Dataset entries

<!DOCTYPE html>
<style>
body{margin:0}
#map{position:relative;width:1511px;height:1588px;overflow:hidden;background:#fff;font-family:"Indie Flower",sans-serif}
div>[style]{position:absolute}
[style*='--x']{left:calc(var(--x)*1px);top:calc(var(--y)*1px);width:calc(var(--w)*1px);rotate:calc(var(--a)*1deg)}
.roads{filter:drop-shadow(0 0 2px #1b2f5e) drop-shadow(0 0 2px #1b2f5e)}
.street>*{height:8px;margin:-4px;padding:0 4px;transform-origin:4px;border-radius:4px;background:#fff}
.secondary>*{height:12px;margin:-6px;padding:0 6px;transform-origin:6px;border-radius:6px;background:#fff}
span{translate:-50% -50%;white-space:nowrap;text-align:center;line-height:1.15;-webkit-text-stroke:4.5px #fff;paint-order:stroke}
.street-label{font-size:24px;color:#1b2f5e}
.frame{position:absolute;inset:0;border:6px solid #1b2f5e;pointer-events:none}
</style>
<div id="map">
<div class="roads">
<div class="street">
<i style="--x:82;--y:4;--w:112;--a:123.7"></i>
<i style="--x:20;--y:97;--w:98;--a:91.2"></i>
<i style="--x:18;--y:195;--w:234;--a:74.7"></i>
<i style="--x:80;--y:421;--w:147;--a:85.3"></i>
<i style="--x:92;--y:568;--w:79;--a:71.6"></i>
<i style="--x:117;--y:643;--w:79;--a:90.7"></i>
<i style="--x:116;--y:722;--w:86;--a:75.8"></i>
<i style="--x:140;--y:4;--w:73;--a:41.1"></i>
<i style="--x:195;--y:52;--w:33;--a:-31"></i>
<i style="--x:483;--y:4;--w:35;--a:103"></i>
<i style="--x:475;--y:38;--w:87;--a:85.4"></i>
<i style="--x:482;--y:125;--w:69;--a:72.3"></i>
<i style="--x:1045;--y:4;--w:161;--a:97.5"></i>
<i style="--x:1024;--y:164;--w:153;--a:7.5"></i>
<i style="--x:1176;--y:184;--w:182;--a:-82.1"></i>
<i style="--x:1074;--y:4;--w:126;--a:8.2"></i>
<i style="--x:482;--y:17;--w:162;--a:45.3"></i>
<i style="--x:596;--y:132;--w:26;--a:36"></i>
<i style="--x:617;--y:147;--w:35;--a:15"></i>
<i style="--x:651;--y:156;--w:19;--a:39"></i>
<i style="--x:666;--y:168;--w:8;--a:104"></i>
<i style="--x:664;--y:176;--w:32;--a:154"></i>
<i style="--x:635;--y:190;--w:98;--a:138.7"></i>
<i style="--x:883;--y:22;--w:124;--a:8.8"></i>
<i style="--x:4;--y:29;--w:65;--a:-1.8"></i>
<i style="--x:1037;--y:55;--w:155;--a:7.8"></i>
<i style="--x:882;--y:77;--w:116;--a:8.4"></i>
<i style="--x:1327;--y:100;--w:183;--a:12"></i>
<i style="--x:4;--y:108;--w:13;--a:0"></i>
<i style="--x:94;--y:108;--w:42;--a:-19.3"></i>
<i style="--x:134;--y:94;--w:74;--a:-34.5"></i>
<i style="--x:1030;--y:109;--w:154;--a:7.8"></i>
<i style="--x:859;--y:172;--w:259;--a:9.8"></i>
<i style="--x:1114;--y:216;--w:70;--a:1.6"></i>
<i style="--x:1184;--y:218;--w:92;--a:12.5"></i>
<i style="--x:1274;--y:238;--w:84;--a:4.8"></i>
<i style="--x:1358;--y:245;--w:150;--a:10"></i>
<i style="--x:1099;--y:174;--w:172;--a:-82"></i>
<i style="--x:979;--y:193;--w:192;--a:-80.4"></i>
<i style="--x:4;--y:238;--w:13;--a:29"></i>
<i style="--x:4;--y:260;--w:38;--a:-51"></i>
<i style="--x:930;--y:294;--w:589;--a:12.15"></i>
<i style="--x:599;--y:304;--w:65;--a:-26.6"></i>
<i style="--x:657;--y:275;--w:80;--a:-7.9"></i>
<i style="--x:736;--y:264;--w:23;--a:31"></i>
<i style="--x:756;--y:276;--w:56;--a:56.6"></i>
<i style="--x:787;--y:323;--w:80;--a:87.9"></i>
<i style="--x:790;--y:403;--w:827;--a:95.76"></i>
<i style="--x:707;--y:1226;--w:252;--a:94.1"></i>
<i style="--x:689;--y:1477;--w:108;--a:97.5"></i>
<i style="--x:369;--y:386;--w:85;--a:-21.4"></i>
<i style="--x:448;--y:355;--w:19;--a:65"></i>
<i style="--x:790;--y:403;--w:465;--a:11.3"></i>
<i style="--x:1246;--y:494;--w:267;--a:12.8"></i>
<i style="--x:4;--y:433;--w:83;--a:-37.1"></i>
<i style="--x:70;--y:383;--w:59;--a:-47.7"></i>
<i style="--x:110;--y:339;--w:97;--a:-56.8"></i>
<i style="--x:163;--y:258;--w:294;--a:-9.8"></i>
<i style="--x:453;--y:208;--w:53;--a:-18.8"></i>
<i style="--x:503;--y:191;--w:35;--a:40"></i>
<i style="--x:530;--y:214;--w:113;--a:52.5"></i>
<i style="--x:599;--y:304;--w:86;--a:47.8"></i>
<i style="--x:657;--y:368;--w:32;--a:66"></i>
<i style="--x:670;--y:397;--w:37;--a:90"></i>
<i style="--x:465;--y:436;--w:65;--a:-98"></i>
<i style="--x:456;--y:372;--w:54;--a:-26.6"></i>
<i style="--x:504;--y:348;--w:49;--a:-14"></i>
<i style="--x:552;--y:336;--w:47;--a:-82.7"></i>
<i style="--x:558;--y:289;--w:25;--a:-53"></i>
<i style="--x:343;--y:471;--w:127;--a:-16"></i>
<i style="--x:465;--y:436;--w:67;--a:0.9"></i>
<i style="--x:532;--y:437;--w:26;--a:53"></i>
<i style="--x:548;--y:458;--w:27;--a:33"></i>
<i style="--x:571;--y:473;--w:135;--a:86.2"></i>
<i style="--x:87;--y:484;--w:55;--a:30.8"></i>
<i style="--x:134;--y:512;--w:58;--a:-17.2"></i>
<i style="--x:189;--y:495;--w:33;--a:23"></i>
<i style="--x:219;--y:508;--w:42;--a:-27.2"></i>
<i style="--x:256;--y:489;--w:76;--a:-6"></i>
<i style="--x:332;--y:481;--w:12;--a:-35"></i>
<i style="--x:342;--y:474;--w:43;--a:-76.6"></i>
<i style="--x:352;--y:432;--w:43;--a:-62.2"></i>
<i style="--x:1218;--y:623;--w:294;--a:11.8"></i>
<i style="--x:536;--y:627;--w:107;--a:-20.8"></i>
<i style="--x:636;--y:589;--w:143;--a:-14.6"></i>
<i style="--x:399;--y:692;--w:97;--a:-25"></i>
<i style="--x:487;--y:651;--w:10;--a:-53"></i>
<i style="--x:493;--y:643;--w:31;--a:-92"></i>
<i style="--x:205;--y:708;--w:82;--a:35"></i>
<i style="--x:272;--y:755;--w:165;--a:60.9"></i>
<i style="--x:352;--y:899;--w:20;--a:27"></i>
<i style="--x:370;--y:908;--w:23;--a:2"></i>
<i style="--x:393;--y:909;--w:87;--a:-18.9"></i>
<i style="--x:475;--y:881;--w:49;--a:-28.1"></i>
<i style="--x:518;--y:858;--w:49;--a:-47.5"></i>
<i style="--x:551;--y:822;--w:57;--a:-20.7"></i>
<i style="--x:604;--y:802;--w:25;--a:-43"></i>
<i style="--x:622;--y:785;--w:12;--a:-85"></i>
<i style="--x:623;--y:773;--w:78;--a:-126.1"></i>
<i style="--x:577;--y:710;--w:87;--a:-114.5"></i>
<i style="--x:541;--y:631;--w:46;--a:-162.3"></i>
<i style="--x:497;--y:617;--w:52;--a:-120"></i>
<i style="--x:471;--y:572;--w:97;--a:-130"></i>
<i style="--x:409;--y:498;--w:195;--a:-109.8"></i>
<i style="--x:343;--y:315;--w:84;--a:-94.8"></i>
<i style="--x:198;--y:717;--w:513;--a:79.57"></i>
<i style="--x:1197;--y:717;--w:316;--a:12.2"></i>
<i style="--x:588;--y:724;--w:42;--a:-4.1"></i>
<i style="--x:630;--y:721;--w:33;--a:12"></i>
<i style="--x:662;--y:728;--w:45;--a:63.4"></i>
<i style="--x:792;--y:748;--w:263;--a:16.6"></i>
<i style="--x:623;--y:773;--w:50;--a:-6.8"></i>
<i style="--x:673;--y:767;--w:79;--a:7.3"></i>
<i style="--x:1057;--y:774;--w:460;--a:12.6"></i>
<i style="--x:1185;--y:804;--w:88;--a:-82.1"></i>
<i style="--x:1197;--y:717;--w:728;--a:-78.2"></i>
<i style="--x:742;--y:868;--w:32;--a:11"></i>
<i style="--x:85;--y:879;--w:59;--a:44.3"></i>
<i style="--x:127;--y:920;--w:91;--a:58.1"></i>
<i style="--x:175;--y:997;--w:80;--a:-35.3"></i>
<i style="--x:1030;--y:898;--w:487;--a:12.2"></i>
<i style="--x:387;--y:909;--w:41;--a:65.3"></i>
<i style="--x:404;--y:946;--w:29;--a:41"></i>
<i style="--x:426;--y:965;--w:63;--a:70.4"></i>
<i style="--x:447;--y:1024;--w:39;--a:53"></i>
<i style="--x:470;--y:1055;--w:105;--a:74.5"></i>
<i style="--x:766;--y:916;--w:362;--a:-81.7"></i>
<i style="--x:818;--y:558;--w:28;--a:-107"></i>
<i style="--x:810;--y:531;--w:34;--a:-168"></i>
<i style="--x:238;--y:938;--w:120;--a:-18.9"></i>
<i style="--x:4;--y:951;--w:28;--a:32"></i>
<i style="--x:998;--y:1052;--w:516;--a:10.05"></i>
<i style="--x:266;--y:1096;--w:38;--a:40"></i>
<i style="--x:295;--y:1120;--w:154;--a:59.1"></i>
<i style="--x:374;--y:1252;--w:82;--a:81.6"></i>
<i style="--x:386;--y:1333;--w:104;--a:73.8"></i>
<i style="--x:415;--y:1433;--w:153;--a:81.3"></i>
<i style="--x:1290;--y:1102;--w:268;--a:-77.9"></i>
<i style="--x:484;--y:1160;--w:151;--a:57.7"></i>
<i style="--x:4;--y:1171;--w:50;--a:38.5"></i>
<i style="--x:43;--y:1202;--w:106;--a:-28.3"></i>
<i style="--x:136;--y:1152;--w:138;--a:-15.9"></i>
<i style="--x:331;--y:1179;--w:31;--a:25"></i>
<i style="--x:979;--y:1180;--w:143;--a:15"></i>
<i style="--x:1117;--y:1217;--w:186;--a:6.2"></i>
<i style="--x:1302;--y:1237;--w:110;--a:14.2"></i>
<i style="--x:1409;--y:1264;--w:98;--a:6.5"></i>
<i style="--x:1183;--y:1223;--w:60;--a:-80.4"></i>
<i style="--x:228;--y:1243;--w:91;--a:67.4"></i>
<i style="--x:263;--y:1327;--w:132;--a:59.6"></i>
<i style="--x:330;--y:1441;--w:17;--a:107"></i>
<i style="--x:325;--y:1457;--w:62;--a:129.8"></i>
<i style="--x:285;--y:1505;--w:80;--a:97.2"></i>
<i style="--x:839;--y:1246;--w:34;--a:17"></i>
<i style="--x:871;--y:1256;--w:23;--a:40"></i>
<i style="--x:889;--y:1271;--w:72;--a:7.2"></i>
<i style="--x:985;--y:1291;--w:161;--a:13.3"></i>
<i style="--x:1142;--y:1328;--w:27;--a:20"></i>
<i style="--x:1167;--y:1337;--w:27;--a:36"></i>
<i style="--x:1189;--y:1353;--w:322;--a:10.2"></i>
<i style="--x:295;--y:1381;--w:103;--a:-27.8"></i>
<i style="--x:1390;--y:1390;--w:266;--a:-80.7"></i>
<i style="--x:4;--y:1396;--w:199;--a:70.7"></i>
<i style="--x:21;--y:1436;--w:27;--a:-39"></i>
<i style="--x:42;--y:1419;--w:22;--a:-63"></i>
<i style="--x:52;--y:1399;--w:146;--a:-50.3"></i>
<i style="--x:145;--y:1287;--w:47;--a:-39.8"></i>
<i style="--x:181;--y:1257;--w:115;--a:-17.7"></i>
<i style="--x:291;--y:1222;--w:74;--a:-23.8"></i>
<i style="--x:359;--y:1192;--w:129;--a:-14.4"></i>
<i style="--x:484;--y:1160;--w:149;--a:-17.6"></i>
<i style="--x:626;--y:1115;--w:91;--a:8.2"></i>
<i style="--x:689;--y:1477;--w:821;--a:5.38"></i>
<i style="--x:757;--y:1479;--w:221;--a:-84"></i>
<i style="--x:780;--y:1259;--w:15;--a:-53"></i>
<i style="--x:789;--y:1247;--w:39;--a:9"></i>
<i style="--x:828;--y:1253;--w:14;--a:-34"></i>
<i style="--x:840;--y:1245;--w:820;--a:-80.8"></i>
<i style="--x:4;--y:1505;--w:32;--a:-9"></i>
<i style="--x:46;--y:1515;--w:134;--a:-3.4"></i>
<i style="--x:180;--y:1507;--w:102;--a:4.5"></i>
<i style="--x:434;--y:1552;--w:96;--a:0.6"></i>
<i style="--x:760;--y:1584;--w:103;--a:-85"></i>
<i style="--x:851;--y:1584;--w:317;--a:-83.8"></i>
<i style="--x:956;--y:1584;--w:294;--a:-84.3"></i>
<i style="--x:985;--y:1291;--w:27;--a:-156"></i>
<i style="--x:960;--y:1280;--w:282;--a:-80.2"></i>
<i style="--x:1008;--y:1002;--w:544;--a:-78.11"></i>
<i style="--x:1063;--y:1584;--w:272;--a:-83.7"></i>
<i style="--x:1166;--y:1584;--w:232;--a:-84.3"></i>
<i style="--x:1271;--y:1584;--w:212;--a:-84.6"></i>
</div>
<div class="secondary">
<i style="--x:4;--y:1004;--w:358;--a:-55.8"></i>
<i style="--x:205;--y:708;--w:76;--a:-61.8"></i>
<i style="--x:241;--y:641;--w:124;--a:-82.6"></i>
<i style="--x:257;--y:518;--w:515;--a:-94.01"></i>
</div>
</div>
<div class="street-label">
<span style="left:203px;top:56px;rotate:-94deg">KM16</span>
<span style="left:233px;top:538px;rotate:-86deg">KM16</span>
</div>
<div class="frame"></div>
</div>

#### TASK TO COMPLETE:
Every line above with the word "roads" is to be copied out.

#### SOLUTION TO THE PROBLEM:
.roads{filter:drop-shadow(0 0 2px #1b2f5e) drop-shadow(0 0 2px #1b2f5e)}
<div class="roads">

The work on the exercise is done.